#### Data supplied:
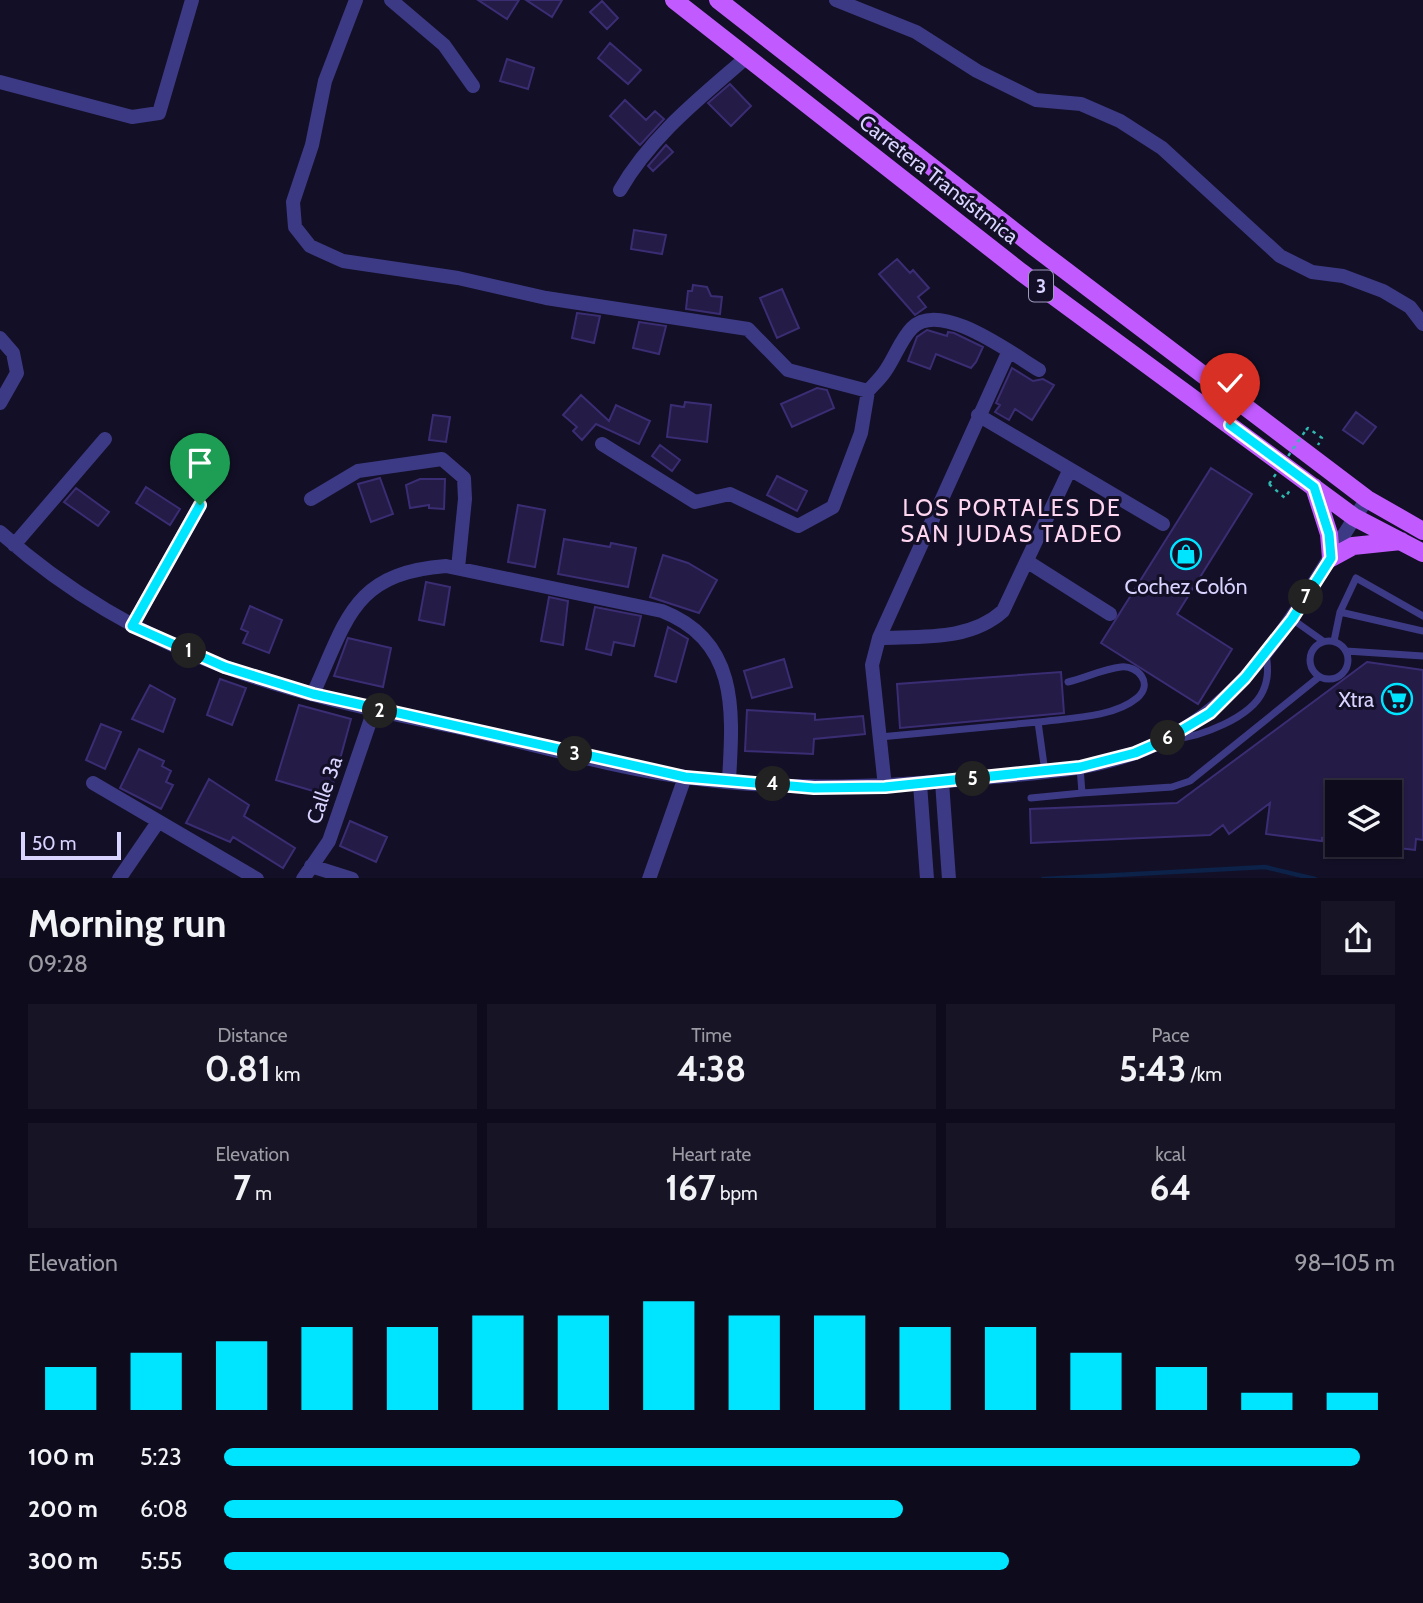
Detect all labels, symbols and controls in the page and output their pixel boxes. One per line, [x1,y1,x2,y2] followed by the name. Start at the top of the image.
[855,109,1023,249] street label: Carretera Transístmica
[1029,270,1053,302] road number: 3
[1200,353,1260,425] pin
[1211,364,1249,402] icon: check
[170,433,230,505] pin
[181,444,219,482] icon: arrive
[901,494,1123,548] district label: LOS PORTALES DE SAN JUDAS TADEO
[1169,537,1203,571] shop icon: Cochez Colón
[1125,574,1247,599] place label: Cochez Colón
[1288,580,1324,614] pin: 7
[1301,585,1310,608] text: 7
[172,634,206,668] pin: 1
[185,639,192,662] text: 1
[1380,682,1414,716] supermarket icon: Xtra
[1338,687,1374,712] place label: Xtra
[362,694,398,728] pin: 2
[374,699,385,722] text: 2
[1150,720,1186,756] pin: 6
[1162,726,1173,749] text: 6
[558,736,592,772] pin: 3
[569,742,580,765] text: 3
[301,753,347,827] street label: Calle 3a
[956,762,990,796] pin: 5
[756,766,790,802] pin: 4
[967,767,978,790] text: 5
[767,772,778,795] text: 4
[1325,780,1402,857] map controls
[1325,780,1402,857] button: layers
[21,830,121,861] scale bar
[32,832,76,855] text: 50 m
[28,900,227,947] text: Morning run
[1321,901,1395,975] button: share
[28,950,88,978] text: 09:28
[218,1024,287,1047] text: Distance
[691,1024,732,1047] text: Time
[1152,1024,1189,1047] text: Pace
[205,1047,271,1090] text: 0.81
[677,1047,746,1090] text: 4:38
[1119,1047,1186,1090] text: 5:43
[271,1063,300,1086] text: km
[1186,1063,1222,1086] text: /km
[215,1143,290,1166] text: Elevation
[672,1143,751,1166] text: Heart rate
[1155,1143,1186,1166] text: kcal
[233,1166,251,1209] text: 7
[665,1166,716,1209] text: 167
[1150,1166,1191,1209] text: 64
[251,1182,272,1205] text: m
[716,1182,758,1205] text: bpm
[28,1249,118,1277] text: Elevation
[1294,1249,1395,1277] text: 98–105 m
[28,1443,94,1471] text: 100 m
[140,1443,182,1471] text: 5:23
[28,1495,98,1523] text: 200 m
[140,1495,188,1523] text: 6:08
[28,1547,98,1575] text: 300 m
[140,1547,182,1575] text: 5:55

#### The task:
Each line of the records with the word "button" in it is to be copied.

#### Response to this exercise:
[1325,780,1402,857] button: layers
[1321,901,1395,975] button: share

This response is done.